- EXERCISE:
Every line from the opening of the records to the line with "height:4.5px; margin:-2.25px; padding:0" should be restated exactly, with both ends included and the pictures left out.

(PROVIDED INFORMATION)

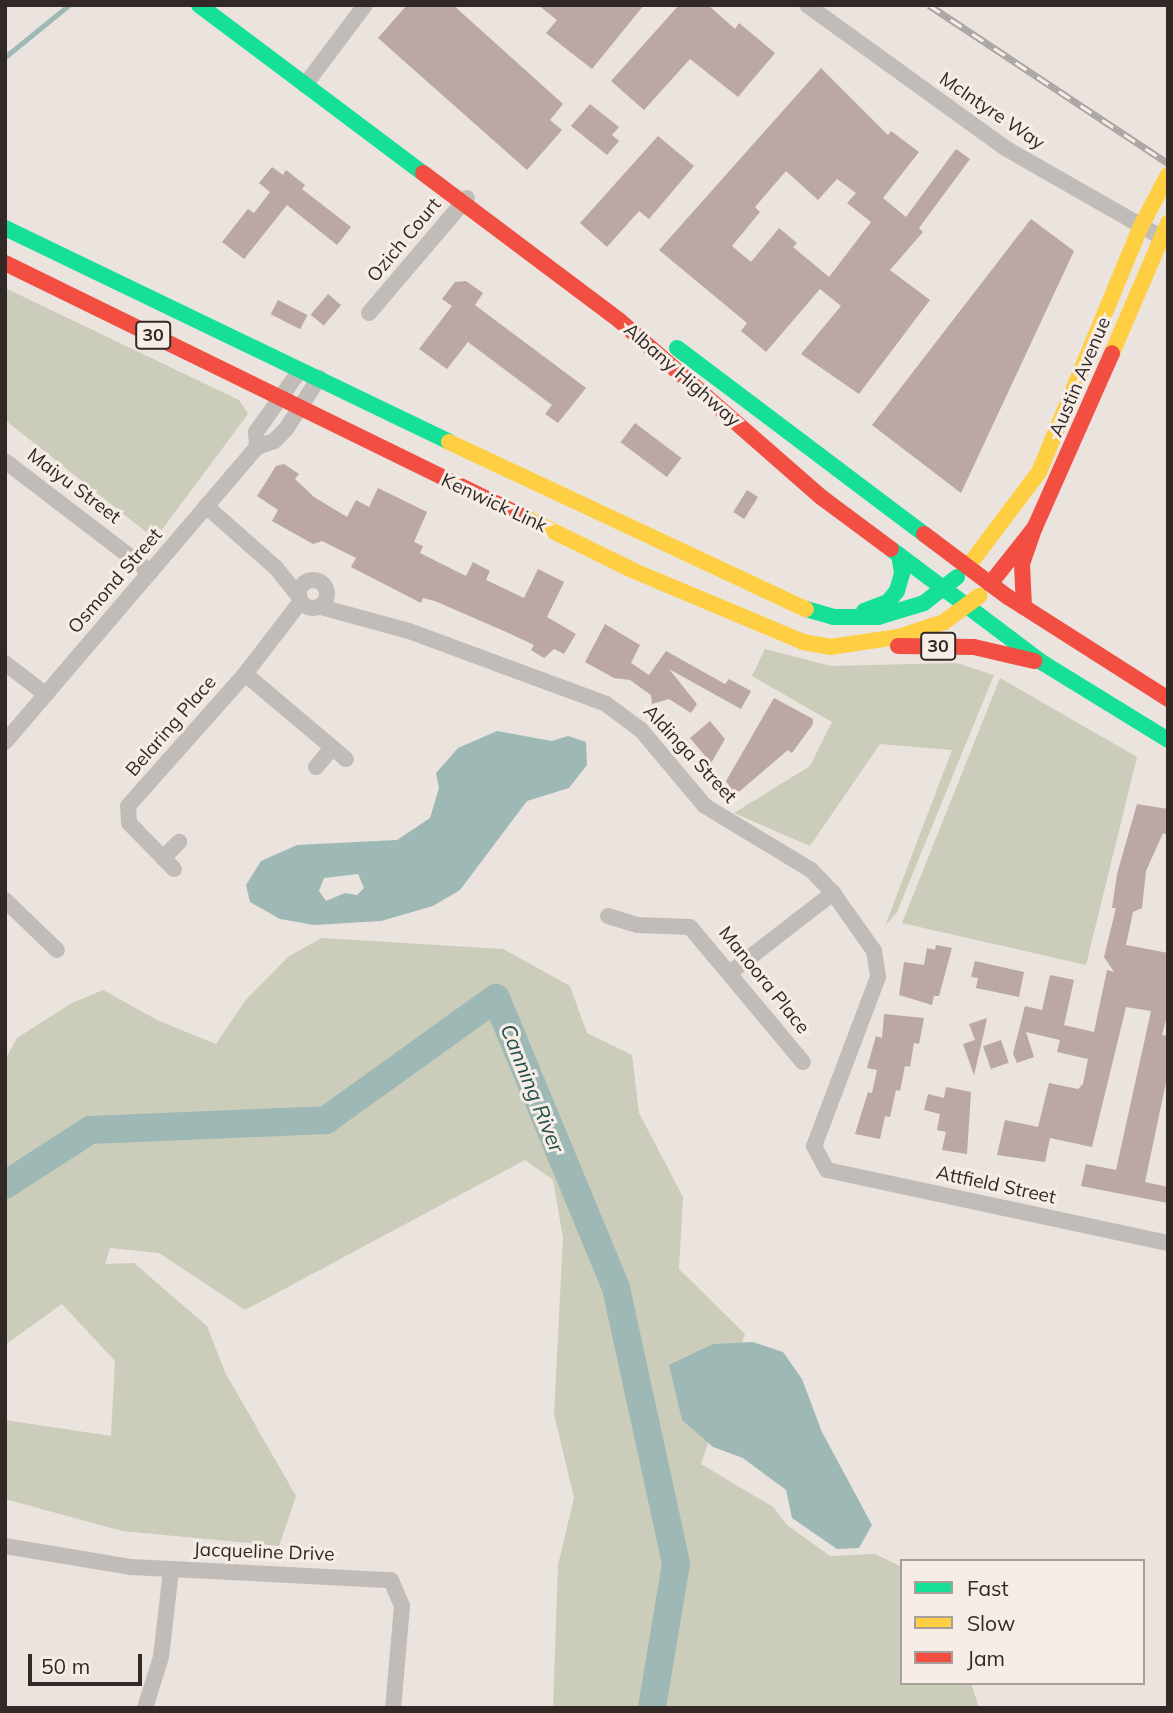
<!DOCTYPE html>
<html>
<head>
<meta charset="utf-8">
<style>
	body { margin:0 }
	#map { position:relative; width:1173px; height:1713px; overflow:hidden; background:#eae3de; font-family:Mulish,sans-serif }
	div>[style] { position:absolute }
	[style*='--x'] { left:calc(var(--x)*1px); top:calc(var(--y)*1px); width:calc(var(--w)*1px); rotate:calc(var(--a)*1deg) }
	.green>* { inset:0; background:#ccccba }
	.water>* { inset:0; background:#9eb9b5 }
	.stream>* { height:4.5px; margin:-2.25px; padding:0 2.25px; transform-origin:2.25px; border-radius:2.25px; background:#9eb9b5 }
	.river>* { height:28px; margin:-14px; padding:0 14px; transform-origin:14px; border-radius:14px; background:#9eb9b5 }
	.building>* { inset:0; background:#bba7a3; transform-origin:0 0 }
	.street>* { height:16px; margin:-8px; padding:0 8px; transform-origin:8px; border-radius:8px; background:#c2bcb8 }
	.street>.ring { margin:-8px; padding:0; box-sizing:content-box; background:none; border:16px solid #c2bcb8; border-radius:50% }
	.fast>* { height:16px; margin:-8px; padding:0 8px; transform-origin:8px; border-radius:8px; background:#16e098 }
	.slow>* { height:16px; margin:-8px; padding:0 8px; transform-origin:8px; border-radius:8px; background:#ffcf43 }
	.jam>* { height:16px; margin:-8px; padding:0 8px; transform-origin:8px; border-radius:8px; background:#f24e42 }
	.rail>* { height:7px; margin-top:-3.5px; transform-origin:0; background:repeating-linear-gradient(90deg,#f6ede6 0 13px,#aaa5a2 0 26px); box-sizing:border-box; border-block:2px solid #aaa5a2 }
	span { translate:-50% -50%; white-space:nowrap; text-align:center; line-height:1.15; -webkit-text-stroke:6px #f6ede6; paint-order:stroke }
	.shield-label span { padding:2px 5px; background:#f6ede6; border:2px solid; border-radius:5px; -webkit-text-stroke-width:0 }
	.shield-label { font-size:18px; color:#322927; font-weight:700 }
	.street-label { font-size:19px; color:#322927 }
	.water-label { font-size:21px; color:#224e4c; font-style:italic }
	.frame { position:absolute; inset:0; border:7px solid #322927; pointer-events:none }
	.legend { position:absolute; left:900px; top:1559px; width:245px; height:126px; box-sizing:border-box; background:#f6ede6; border:2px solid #a89f9a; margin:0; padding:9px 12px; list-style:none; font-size:21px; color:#322927 }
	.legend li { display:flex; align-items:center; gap:14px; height:35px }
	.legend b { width:35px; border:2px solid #a89f9a }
	.scale { position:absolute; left:28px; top:1654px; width:114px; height:32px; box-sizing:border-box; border:4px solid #322927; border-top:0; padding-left:9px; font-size:21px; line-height:24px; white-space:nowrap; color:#322927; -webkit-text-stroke:5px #f6ede6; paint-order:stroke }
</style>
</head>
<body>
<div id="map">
	<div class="green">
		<div style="clip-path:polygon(5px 288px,239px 400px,248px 414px,155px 539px,5px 420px)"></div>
		<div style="clip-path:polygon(765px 649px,831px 666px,957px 663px,994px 675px,897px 912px,885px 926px,952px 750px,880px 744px,810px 846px,734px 813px,810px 766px,832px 722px,752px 676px)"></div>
		<div style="clip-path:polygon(1000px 678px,1137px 757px,1086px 965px,902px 923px)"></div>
		<div style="clip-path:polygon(322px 938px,503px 949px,570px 986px,587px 1033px,632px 1055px,639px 1113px,683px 1197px,679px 1269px,745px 1334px,701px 1464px,773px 1507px,787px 1525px,830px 1556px,875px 1554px,902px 1567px,902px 1683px,971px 1683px,979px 1708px,553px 1708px,558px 1565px,574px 1498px,554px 1414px,563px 1238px,553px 1180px,525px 1160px,245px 1310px,159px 1253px,110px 1248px,105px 1264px,134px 1263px,207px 1326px,225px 1372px,296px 1496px,279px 1546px,122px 1531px,5px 1499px,5px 1420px,111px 1436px,115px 1361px,62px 1304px,5px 1345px,5px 1060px,17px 1038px,70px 1004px,103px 990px,159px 1021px,216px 1044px,245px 1001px,289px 956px)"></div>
	</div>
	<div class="water">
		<div style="clip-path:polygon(evenodd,497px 731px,552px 741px,568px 736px,586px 742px,587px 765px,569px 788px,527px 801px,460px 890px,433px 906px,381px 921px,314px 925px,280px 919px,250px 902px,246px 885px,261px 861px,297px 845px,397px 840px,430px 818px,439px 788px,436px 773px,458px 748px,497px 731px,358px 874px,364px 888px,357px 895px,345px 893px,326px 901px,319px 891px,324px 878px,358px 874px)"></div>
		<div style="clip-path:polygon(753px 1342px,783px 1352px,802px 1379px,822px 1432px,872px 1525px,859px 1548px,837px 1549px,792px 1518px,786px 1490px,743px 1458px,713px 1447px,682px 1420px,669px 1365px,713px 1344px)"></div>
	</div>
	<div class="stream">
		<div style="--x:5;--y:57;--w:82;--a:-39.1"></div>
	</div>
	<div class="river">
		<div style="--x:5;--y:1185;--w:101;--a:-32.9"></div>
		<div style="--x:90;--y:1130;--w:236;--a:-2.4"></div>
		<div style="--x:326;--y:1120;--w:209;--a:-35.7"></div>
		<div style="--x:496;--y:998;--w:314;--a:67.5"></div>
		<div style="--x:616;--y:1288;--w:282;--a:77.7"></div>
		<div style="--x:676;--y:1564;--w:146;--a:99.5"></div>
	</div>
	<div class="building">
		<div style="clip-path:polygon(407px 5px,453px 5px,563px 104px,550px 120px,562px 130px,527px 170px,378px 38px)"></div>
		<div style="clip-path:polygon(538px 5px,644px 5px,592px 69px,546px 33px,557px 20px)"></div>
		<div style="clip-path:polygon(679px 5px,708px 5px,735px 29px,739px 23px,775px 53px,738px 97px,690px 59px,644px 110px,611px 81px)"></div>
		<div style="clip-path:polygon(evenodd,821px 68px,888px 135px,891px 131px,919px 152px,883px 198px,906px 217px,956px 149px,970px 159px,919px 228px,923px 232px,890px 270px,930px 300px,859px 394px,801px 354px,841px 306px,820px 289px,766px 352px,741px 331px,747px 323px,659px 250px,821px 68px,786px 171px,818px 200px,837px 179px,856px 193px,847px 203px,871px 222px,829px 277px,793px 247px,797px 243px,779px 228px,751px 262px,732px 246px,760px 212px,755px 207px,786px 171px)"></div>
		<div style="clip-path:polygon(590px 104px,619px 127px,612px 135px,619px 141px,607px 155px,571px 126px)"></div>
		<div style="clip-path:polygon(658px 136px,694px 166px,649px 219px,639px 211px,607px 247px,580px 223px)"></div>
		<div style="clip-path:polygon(272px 167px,283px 175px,286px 170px,305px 185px,302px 189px,351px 227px,337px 245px,287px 205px,244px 259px,222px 242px,248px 209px,254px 213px,270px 192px,259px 183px)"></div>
		<div style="clip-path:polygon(1031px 219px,1074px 251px,961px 493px,872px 425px)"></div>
		<div style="clip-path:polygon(466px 281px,483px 293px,475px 305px,586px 388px,558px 423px,545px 414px,552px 405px,468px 342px,447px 369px,419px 349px,452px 306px,442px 299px,455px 282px)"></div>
		<div style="left:328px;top:294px;width:17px;height:27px;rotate:40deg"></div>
		<div style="left:278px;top:300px;width:33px;height:16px;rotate:27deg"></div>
		<div style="left:635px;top:423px;width:58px;height:24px;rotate:37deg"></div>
		<div style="clip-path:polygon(284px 464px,299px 474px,295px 479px,314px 497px,347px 517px,356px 500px,369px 507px,378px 488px,427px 512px,414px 542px,423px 546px,420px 553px,466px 576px,473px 562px,490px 571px,486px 580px,524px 598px,538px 569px,564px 582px,547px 617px,576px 634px,564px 654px,554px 649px,544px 658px,531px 650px,534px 645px,504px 631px,435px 601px,423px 598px,421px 603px,351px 567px,356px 558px,322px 541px,313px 544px,272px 521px,278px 510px,257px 496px,276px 466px)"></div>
		<div style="left:747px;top:490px;width:13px;height:26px;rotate:32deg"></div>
		<div style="clip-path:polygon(605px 624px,640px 645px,631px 663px,649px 675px,666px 651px,725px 684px,729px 679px,751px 691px,741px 709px,669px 669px,697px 704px,691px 713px,669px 699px,652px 704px,651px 695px,630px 680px,614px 678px,585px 662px)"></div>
		<div style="clip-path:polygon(774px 698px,813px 719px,813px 724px,792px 753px,788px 750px,735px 795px,726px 781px)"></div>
		<div style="clip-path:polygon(710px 721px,725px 739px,711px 763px,690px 738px)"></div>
		<div style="clip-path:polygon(1137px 804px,1168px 809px,1168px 835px,1163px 833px,1146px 871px,1142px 908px,1133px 912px,1126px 945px,1168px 953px,1168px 1012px,1162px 1035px,1168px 1036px,1168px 1073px,1145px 1182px,1168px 1187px,1168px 1203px,1081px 1186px,1086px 1164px,1116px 1170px,1151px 1011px,1126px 1007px,1092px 1147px,1050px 1138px,1045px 1162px,997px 1155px,1005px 1120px,1038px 1127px,1049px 1083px,1078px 1089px,1083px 1084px,1088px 1059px,1057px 1052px,1060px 1040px,1026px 1032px,1034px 1057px,1017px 1063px,1013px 1054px,1025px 1006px,1042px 1010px,1050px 975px,1074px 980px,1064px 1025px,1094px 1032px,1107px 970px,1114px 972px,1104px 957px,1116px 908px,1112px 908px,1117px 874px)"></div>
		<div style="clip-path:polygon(936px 945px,952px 948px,939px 996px,934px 996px,932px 1005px,899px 995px,904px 962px,924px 965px,927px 948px,935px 950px)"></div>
		<div style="clip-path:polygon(975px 961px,1024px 972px,1019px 997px,976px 988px,978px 978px,971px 977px)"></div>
		<div style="clip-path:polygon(884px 1014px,924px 1018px,919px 1044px,914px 1043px,910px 1067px,905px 1066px,900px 1091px,896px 1090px,890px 1117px,885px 1116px,880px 1139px,855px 1134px,868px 1092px,872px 1093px,877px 1070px,867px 1068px,876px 1036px,882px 1038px)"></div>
		<div style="clip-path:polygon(987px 1018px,983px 1037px,974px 1075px,963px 1044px,975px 1040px,969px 1024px)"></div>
		<div style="left:1001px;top:1040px;width:24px;height:19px;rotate:71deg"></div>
		<div style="clip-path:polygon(946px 1087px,971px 1092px,967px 1154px,942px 1150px,946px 1132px,937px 1130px,940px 1114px,924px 1110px,928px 1094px,944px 1098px)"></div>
	</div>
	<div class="street">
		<div style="--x:807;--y:5;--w:244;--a:35.8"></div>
		<div style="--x:1005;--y:148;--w:180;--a:29.7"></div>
		<div style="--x:305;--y:85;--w:100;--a:-53.1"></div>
		<div style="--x:369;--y:313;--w:151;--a:-49.6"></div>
		<div style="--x:257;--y:447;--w:15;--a:-94"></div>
		<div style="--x:256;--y:432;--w:76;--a:-54.6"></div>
		<div style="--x:5;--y:461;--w:183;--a:37.4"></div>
		<div style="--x:206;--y:506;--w:94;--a:41.5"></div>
		<div style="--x:276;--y:568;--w:36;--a:51"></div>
		<div class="ring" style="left:299px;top:580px;width:12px;height:12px"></div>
		<div style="--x:321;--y:607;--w:91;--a:15.3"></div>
		<div style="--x:409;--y:631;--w:210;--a:20.3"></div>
		<div style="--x:606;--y:704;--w:44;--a:36.6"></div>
		<div style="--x:641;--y:730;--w:99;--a:49.9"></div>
		<div style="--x:705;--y:806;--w:124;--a:31.1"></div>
		<div style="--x:811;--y:870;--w:32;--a:46"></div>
		<div style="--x:833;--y:893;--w:71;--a:54.7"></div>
		<div style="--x:874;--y:951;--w:26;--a:81"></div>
		<div style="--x:878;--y:977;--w:181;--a:110.7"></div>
		<div style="--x:814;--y:1146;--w:27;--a:62"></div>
		<div style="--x:827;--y:1170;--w:349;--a:12.1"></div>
		<div style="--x:5;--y:663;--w:51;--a:37.8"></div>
		<div style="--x:245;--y:674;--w:132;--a:40.1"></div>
		<div style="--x:5;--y:742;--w:388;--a:-49.5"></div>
		<div style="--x:257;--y:447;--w:18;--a:-19"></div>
		<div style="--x:274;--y:441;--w:17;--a:-45"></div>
		<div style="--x:286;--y:429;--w:61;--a:-57.1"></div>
		<div style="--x:316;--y:767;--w:25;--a:-50"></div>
		<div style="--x:163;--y:858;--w:23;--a:-45"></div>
		<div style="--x:174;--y:869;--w:64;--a:-134.4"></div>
		<div style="--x:129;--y:823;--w:17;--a:-93"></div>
		<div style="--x:128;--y:806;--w:176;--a:-48.4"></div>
		<div style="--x:245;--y:674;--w:92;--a:-52.5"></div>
		<div style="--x:5;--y:900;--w:72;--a:43.9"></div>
		<div style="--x:608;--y:916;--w:31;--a:17"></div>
		<div style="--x:638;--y:925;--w:52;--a:2.2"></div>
		<div style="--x:690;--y:927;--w:176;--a:50.1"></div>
		<div style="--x:732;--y:971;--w:128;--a:-37.7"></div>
		<div style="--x:5;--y:1546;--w:128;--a:9.5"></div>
		<div style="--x:131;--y:1567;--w:260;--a:2.9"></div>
		<div style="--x:391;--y:1580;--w:28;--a:67"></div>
		<div style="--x:402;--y:1606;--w:102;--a:95"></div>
		<div style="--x:145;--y:1708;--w:53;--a:-72.6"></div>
		<div style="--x:161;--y:1657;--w:88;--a:-83.4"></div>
	</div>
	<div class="fast">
		<div style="--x:199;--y:5;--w:280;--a:36.9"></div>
		<div style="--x:5;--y:228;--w:493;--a:25.7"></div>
		<div style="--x:677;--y:348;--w:309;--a:37"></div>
		<div style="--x:891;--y:549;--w:190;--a:36.9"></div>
		<div style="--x:1043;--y:663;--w:147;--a:31.6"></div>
		<div style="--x:806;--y:609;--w:29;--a:16"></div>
		<div style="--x:834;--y:617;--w:44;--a:0"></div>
		<div style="--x:878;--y:617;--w:48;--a:-16.9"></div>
		<div style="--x:924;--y:603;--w:42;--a:-38.2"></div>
		<div style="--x:864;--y:611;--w:26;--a:-21"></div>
		<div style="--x:888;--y:602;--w:14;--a:-51"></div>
		<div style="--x:897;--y:591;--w:19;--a:-74"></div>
		<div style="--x:902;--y:573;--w:18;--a:-99"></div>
	</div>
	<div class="slow">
		<div style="--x:1112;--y:353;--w:142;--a:-66.7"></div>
		<div style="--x:449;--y:442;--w:394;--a:25.1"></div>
		<div style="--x:524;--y:517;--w:120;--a:26.1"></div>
		<div style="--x:632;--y:570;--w:186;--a:22.8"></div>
		<div style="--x:803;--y:642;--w:27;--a:10"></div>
		<div style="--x:830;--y:647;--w:69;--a:-8.4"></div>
		<div style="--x:898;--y:637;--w:48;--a:-18.1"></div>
		<div style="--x:944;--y:622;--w:44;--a:-36.6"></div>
		<div style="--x:969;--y:565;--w:116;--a:-53"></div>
		<div style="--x:1039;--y:472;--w:264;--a:-67.5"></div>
		<div style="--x:1140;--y:228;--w:60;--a:-62.2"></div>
	</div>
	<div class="jam">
		<div style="--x:423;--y:173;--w:246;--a:36.9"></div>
		<div style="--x:620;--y:321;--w:267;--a:41.2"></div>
		<div style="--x:821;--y:497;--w:87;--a:36.6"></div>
		<div style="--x:5;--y:263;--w:578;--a:26.08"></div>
		<div style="--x:924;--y:534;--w:105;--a:36.9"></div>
		<div style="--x:1008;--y:597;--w:190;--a:32.5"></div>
		<div style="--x:990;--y:584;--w:73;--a:-51.7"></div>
		<div style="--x:1035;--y:527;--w:190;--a:-66.1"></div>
		<div style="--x:1024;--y:607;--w:43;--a:-92.7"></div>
		<div style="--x:1022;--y:564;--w:39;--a:-71"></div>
		<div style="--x:898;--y:646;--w:76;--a:0.8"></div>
		<div style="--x:974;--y:647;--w:62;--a:13.1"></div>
	</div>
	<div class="rail">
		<div style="--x:929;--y:5;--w:287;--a:33.5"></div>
	</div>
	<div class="shield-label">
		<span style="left:153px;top:335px">30</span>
		<span style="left:938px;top:646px">30</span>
	</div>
	<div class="street-label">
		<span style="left:992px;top:111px;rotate:34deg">McIntyre Way</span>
		<span style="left:404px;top:240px;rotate:-50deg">Ozich Court</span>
		<span style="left:682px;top:375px;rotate:41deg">Albany Highway</span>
		<span style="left:1080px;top:377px;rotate:-67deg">Austin Avenue</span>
		<span style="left:74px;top:486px;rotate:37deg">Maiyu Street</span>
		<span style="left:494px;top:503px;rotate:25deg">Kenwick Link</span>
		<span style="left:115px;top:581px;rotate:-49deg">Osmond Street</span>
		<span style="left:171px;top:726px;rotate:-49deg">Belaring Place</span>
		<span style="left:690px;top:754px;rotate:47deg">Aldinga Street</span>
		<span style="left:764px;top:980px;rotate:51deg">Manoora Place</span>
		<span style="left:996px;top:1185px;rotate:12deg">Attfield Street</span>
		<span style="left:264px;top:1552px;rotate:2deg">Jacqueline Drive</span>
	</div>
	<div class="water-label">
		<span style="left:533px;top:1088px;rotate:68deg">Canning River</span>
	</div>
	<div class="frame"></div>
	<ul class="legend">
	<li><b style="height:9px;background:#16e098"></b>Fast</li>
	<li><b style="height:9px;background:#ffcf43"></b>Slow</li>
	<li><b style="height:9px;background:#f24e42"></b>Jam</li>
	</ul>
	<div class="scale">50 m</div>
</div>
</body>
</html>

(End PROVIDED INFORMATION)

- REPLY:
<!DOCTYPE html>
<html>
<head>
<meta charset="utf-8">
<style>
	body { margin:0 }
	#map { position:relative; width:1173px; height:1713px; overflow:hidden; background:#eae3de; font-family:Mulish,sans-serif }
	div>[style] { position:absolute }
	[style*='--x'] { left:calc(var(--x)*1px); top:calc(var(--y)*1px); width:calc(var(--w)*1px); rotate:calc(var(--a)*1deg) }
	.green>* { inset:0; background:#ccccba }
	.water>* { inset:0; background:#9eb9b5 }
	.stream>* { height:4.5px; margin:-2.25px; padding:0 2.25px; transform-origin:2.25px; border-radius:2.25px; background:#9eb9b5 }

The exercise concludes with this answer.